**Required work**
Find the lines below holding the word "Sungai" and copy each of them.

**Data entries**
··········

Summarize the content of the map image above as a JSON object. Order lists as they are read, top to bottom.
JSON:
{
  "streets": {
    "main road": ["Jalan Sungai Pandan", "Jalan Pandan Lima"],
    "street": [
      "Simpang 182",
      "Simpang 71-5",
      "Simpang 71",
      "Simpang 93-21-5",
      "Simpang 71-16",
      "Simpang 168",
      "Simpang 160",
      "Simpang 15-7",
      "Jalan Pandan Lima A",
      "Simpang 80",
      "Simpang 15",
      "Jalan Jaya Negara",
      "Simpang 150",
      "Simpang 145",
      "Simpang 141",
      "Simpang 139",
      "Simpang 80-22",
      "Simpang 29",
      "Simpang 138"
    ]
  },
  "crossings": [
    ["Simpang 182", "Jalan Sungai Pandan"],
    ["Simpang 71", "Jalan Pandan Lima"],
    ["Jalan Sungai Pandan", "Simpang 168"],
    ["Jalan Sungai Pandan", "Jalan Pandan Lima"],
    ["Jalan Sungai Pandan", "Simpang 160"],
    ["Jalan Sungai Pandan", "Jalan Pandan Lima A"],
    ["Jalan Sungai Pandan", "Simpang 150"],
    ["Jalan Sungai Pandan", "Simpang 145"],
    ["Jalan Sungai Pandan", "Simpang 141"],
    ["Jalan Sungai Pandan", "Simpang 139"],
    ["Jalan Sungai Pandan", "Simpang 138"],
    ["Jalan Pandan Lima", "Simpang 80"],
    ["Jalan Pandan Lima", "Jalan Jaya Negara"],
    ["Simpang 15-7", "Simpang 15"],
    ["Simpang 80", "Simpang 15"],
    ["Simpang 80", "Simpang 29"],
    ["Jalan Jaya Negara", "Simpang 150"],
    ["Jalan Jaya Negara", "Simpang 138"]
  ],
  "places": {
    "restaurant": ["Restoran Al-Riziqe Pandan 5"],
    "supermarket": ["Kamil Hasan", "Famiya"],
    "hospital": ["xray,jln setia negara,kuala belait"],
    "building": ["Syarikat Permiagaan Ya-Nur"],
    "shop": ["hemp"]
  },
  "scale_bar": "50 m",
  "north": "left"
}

··········

**Written solution**
    "main road": ["Jalan Sungai Pandan", "Jalan Pandan Lima"],
    ["Simpang 182", "Jalan Sungai Pandan"],
    ["Jalan Sungai Pandan", "Simpang 168"],
    ["Jalan Sungai Pandan", "Jalan Pandan Lima"],
    ["Jalan Sungai Pandan", "Simpang 160"],
    ["Jalan Sungai Pandan", "Jalan Pandan Lima A"],
    ["Jalan Sungai Pandan", "Simpang 150"],
    ["Jalan Sungai Pandan", "Simpang 145"],
    ["Jalan Sungai Pandan", "Simpang 141"],
    ["Jalan Sungai Pandan", "Simpang 139"],
    ["Jalan Sungai Pandan", "Simpang 138"],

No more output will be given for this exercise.